> **What to work on**
Working from the start of the listing, please write out exactly the lines through the one that holds "translate:-50% -50%; white-space:nowrap;", both included, and omit all pictures.

◆ ◆ ◆ ◆

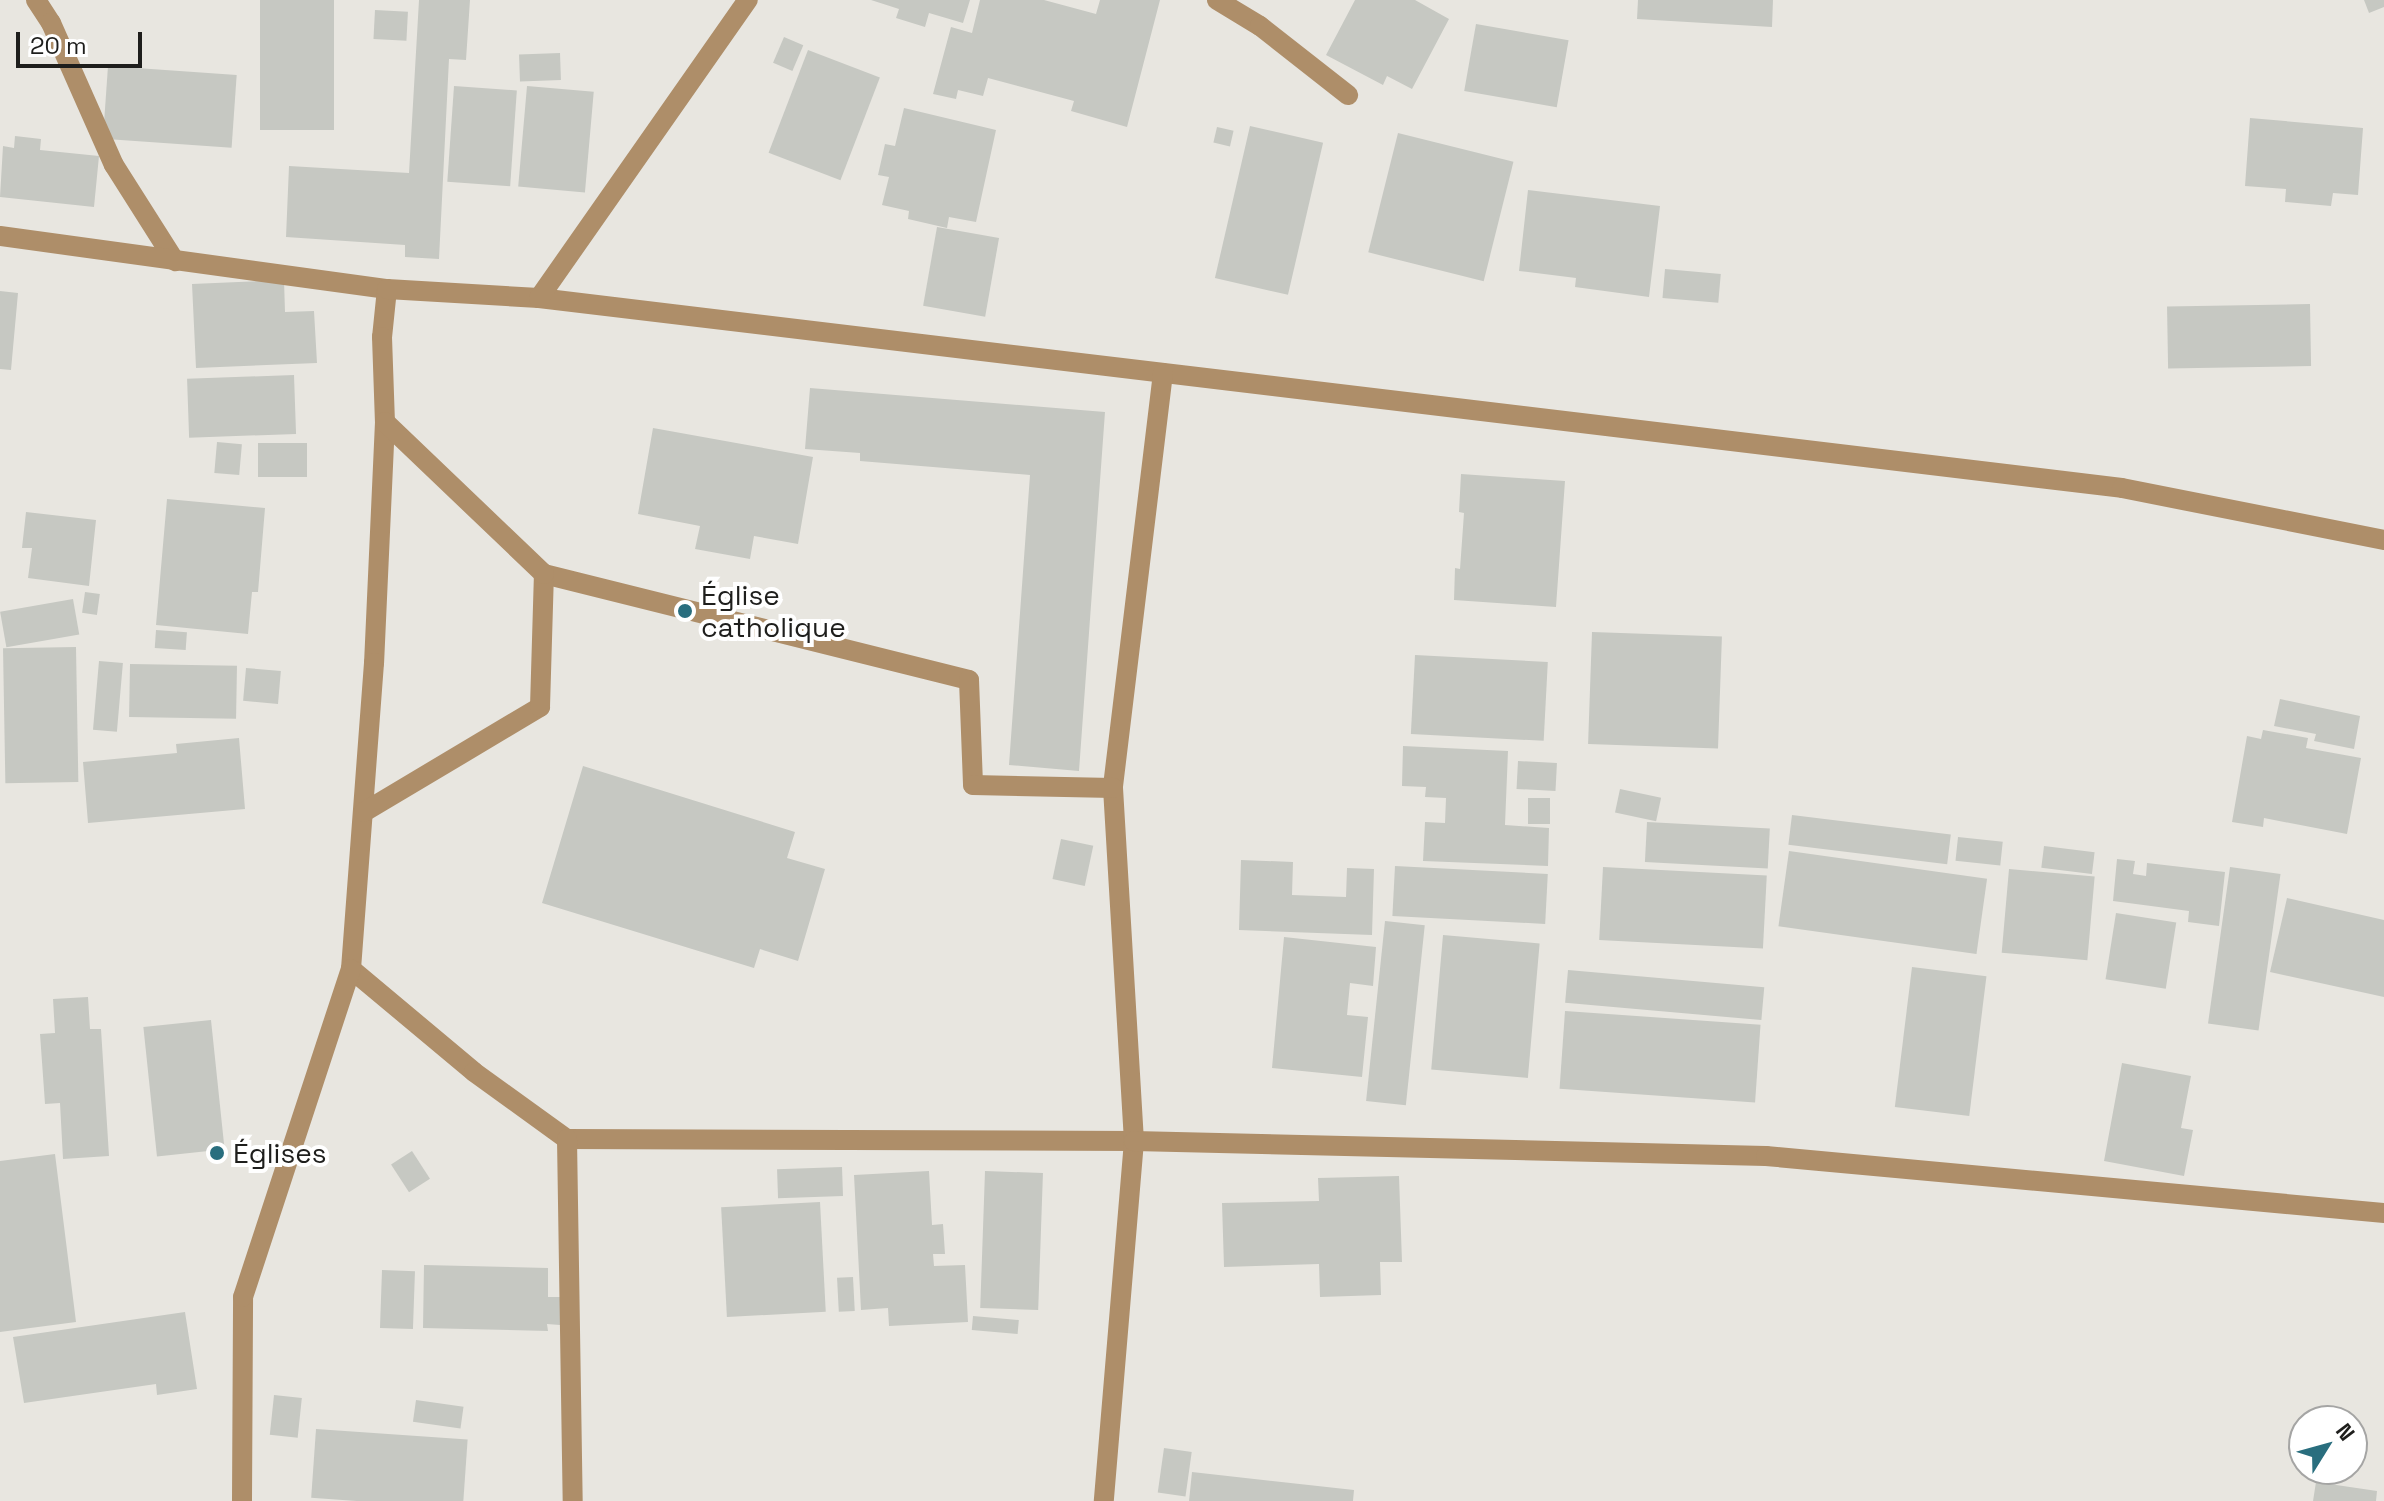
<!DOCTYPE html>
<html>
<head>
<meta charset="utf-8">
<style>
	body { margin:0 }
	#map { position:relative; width:2384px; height:1501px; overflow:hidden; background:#e8e6e0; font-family:"Space Grotesk",sans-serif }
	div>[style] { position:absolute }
	.building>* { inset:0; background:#c6c8c2; transform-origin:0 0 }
	.minor>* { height:20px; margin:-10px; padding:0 10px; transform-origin:10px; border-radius:10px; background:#ae8e69 }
	.dots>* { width:22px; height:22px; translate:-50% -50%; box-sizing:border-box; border:4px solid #fff; border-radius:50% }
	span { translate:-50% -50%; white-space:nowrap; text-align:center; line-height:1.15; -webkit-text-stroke:8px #fff; paint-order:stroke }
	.poi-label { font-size:28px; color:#1e1e1c }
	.left { translate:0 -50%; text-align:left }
	.north { position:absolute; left:2288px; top:1405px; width:80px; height:80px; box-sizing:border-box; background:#fff; border:2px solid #a5a5a4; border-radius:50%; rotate:53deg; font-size:22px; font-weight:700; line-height:32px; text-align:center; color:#1e1e1c }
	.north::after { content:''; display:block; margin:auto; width:28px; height:36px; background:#296e7e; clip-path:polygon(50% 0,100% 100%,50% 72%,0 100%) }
	.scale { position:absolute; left:16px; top:32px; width:126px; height:36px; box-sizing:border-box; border:4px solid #1e1e1c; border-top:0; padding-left:10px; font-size:24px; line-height:28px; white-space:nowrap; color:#1e1e1c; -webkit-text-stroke:6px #fff; paint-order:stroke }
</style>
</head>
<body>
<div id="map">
	<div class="building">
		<div style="left:260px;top:0;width:74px;height:130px"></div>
		<div style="clip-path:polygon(419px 0,470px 0,466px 60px,449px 59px,439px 259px,405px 257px,405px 245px,286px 237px,289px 166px,409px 173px)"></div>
		<div style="clip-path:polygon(871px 0,970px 0,963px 23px,929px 13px,925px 27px,896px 18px,899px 9px)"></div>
		<div style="clip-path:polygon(980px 0,1044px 0,1096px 14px,1100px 0,1160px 0,1127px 127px,1071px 111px,1074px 101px,988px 78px,983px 96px,958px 90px,956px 99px,933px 94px,951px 27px,972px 33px)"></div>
		<div style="clip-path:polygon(1355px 0,1415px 0,1449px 19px,1412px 89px,1387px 76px,1383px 85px,1326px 55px)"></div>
		<div style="clip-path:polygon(1638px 0,1773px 0,1772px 27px,1637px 19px)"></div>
		<div style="clip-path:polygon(2364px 0,2384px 0,2384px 7px,2369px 13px)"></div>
		<div style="left:375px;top:10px;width:33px;height:29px;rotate:3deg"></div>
		<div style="left:1476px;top:24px;width:94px;height:68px;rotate:10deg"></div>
		<div style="left:784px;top:37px;width:21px;height:28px;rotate:23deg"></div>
		<div style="left:808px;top:50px;width:77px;height:110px;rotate:21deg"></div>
		<div style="left:560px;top:53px;width:27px;height:41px;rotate:88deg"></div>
		<div style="left:108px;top:66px;width:129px;height:73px;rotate:4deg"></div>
		<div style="left:454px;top:86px;width:63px;height:96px;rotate:4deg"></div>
		<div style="left:527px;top:86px;width:67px;height:101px;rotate:5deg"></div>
		<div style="clip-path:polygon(904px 108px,996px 130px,976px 222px,949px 217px,947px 228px,908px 219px,909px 211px,882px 205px,889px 177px,878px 175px,885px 144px,895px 146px)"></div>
		<div style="clip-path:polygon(2250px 118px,2363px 128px,2358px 195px,2333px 193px,2331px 206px,2285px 202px,2286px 189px,2245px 186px)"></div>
		<div style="left:1250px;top:126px;width:75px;height:156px;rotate:13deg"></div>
		<div style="left:1217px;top:127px;width:17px;height:16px;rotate:13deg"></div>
		<div style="left:1398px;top:133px;width:119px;height:123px;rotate:14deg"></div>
		<div style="clip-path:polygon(15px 136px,41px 139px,40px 150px,99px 156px,94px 207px,0 197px,3px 146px,14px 148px)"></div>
		<div style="clip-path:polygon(1528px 190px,1660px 206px,1649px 297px,1575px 287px,1576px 278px,1519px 271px)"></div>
		<div style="left:937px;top:227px;width:63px;height:80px;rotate:10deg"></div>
		<div style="left:1665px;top:269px;width:56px;height:29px;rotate:5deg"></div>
		<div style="clip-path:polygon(284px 280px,285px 312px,314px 311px,317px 363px,196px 368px,192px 284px)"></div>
		<div style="clip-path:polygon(0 291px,18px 293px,11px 370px,0 369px)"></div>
		<div style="left:2310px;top:304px;width:62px;height:143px;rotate:89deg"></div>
		<div style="left:294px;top:375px;width:59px;height:107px;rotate:88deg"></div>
		<div style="clip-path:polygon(810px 388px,1105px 412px,1079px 771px,1009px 765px,1030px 475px,860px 461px,860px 453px,805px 449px)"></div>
		<div style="clip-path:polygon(653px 428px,813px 457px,798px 544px,754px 536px,750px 559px,695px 549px,700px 526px,638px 514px)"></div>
		<div style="left:217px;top:442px;width:25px;height:31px;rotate:5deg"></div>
		<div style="left:258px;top:443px;width:49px;height:34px"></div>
		<div style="clip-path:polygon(1461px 474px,1565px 481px,1556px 607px,1454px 600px,1455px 568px,1460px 569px,1464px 513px,1459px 512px)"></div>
		<div style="clip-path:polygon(167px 499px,265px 508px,258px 592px,252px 592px,248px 634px,156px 625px)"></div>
		<div style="clip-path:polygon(26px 512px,96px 520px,89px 586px,28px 578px,32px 548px,22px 548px)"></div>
		<div style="left:85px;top:592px;width:15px;height:21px;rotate:8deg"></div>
		<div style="left:73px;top:599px;width:36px;height:74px;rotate:80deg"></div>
		<div style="left:156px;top:630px;width:31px;height:18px;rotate:4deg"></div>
		<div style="left:1592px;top:632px;width:130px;height:112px;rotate:2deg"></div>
		<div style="left:76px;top:647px;width:135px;height:73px;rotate:89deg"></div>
		<div style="left:1415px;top:655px;width:133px;height:79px;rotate:3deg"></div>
		<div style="left:99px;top:661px;width:24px;height:69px;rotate:5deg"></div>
		<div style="left:130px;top:664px;width:107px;height:53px;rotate:1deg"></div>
		<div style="left:246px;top:668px;width:35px;height:33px;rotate:5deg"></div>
		<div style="clip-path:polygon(2280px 699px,2360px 716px,2354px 749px,2314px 741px,2316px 734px,2274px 726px)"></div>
		<div style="clip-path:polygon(2263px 730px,2308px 738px,2306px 748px,2361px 758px,2347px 834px,2264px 818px,2263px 827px,2232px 822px,2247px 736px,2261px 739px)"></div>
		<div style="clip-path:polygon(239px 738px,245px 809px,88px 823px,83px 762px,177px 753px,176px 744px)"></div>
		<div style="clip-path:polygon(1403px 746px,1508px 751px,1505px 825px,1549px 828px,1548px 866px,1423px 861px,1425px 822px,1445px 823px,1446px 798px,1425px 797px,1426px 787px,1402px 786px)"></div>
		<div style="left:1518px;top:761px;width:39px;height:28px;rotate:3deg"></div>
		<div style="clip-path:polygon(583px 766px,795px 832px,787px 858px,825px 869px,798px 961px,760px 949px,754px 968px,542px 903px)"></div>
		<div style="left:1620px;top:789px;width:42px;height:24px;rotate:12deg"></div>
		<div style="left:1528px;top:798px;width:22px;height:26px"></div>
		<div style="left:1792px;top:815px;width:160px;height:30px;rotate:7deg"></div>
		<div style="left:1647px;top:822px;width:123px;height:40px;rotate:3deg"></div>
		<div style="left:1958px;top:837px;width:45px;height:24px;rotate:6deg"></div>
		<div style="left:1061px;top:839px;width:33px;height:41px;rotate:12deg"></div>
		<div style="left:2044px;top:846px;width:51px;height:22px;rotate:7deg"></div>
		<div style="left:1789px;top:851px;width:200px;height:76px;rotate:8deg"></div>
		<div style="clip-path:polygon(2117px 859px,2135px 861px,2133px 874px,2146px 876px,2147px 863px,2225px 872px,2219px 926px,2188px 922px,2189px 911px,2113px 901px)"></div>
		<div style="clip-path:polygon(1241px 860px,1293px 862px,1292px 895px,1346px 897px,1347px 868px,1374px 869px,1372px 935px,1239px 930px)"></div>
		<div style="left:1395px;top:866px;width:153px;height:50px;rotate:3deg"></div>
		<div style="left:1603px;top:867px;width:164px;height:73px;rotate:3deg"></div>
		<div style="left:2230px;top:867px;width:51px;height:158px;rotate:8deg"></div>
		<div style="left:2009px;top:869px;width:86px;height:84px;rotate:5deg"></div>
		<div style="clip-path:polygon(2287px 898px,2384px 920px,2384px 997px,2270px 972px)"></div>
		<div style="left:2116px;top:913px;width:61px;height:67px;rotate:9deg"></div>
		<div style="left:1385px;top:921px;width:40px;height:181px;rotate:6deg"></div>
		<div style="left:1443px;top:935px;width:97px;height:135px;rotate:5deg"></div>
		<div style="clip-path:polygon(1284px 937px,1376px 947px,1373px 986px,1350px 983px,1347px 1015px,1368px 1017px,1362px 1077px,1272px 1068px)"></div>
		<div style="left:1912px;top:967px;width:75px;height:141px;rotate:7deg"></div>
		<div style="left:1568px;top:970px;width:197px;height:33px;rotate:5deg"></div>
		<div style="clip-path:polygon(88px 997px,90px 1029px,101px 1029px,109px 1156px,63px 1159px,60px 1103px,45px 1104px,40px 1034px,55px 1033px,53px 999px)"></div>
		<div style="left:1565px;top:1011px;width:196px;height:78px;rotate:4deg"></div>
		<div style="left:211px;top:1020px;width:130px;height:68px;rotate:84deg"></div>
		<div style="clip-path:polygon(2122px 1063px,2191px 1076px,2181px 1128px,2193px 1130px,2184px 1176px,2104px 1161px)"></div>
		<div style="left:412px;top:1151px;width:33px;height:25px;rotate:57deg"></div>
		<div style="clip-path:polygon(55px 1154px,76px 1322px,0 1332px,0 1161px)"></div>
		<div style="left:842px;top:1167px;width:29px;height:65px;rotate:88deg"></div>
		<div style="clip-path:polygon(929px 1171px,932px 1225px,943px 1224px,945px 1254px,933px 1254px,934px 1266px,965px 1265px,968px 1322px,889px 1326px,888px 1308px,861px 1310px,854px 1175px)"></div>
		<div style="left:985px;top:1171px;width:58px;height:137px;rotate:2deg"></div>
		<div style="clip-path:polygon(1399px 1176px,1402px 1262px,1380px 1262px,1381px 1295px,1320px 1297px,1319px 1264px,1224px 1267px,1222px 1203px,1319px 1201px,1318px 1178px)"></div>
		<div style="left:820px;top:1202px;width:110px;height:99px;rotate:87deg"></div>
		<div style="clip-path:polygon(424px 1265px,548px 1268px,548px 1297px,561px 1297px,560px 1325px,547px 1324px,548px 1331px,423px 1328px)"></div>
		<div style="left:382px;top:1270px;width:33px;height:58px;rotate:2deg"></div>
		<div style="left:853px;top:1277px;width:34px;height:16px;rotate:87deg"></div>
		<div style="clip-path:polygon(185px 1312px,197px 1389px,157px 1395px,156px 1384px,24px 1403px,13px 1337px)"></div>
		<div style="left:973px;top:1316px;width:46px;height:14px;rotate:5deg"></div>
		<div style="left:274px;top:1395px;width:28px;height:40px;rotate:6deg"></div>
		<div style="left:416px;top:1400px;width:48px;height:22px;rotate:8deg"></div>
		<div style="left:316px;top:1429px;width:152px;height:69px;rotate:4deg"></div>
		<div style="left:1164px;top:1448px;width:28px;height:45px;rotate:8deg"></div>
		<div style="clip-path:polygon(1192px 1472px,1354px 1490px,1353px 1501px,1189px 1501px)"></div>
		<div style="clip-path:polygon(2316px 1482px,2377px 1491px,2376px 1501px,2313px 1501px)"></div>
	</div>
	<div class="minor">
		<div style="left:36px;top:0;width:27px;rotate:57deg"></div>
		<div style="left:51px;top:23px;width:155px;rotate:66.1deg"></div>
		<div style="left:114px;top:165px;width:114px;rotate:57.6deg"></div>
		<div style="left:1217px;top:0;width:50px;rotate:31.2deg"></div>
		<div style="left:1260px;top:26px;width:112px;rotate:38.1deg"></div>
		<div style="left:0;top:236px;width:391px;rotate:7.8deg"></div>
		<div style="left:387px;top:289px;width:48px;rotate:95.9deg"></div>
		<div style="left:382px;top:337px;width:85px;rotate:88deg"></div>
		<div style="left:385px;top:422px;width:241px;rotate:92.6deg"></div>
		<div style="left:374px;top:663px;width:307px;rotate:94.3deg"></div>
		<div style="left:351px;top:969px;width:160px;rotate:39.9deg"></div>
		<div style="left:474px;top:1072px;width:115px;rotate:35.8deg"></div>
		<div style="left:567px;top:1139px;width:567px;rotate:0.2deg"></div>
		<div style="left:1134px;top:1141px;width:361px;rotate:94.8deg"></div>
		<div style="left:387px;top:289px;width:152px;rotate:3.4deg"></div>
		<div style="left:539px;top:298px;width:1594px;rotate:6.84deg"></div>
		<div style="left:2122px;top:488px;width:267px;rotate:11.2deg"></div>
		<div style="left:539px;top:298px;width:364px;rotate:-55deg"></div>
		<div style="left:1163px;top:373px;width:418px;rotate:96.9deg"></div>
		<div style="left:1113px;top:788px;width:354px;rotate:86.6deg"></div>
		<div style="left:1134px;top:1141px;width:632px;rotate:1.36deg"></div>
		<div style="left:1766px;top:1156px;width:621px;rotate:5.27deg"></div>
		<div style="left:544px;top:574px;width:438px;rotate:14deg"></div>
		<div style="left:969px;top:680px;width:105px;rotate:87.8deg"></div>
		<div style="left:973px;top:785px;width:140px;rotate:1.2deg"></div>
		<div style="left:364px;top:812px;width:205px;rotate:-30.8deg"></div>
		<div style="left:540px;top:707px;width:133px;rotate:-88.3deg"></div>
		<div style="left:544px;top:574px;width:220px;rotate:-136.3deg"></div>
		<div style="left:567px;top:1139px;width:362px;rotate:89.1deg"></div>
		<div style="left:242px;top:1501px;width:204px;rotate:-89.7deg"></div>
		<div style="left:243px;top:1297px;width:345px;rotate:-71.8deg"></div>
	</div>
	<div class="dots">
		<div style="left:685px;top:611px;background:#296e7e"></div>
		<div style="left:217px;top:1153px;background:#296e7e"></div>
	</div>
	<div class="poi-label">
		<span class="left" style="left:701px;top:611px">Église<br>catholique</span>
		<span class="left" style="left:233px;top:1153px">Églises</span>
	</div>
	<div class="north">N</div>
	<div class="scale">20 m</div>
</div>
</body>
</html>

◆ ◆ ◆ ◆

> **Response**
<!DOCTYPE html>
<html>
<head>
<meta charset="utf-8">
<style>
	body { margin:0 }
	#map { position:relative; width:2384px; height:1501px; overflow:hidden; background:#e8e6e0; font-family:"Space Grotesk",sans-serif }
	div>[style] { position:absolute }
	.building>* { inset:0; background:#c6c8c2; transform-origin:0 0 }
	.minor>* { height:20px; margin:-10px; padding:0 10px; transform-origin:10px; border-radius:10px; background:#ae8e69 }
	.dots>* { width:22px; height:22px; translate:-50% -50%; box-sizing:border-box; border:4px solid #fff; border-radius:50% }
	span { translate:-50% -50%; white-space:nowrap; text-align:center; line-height:1.15; -webkit-text-stroke:8px #fff; paint-order:stroke }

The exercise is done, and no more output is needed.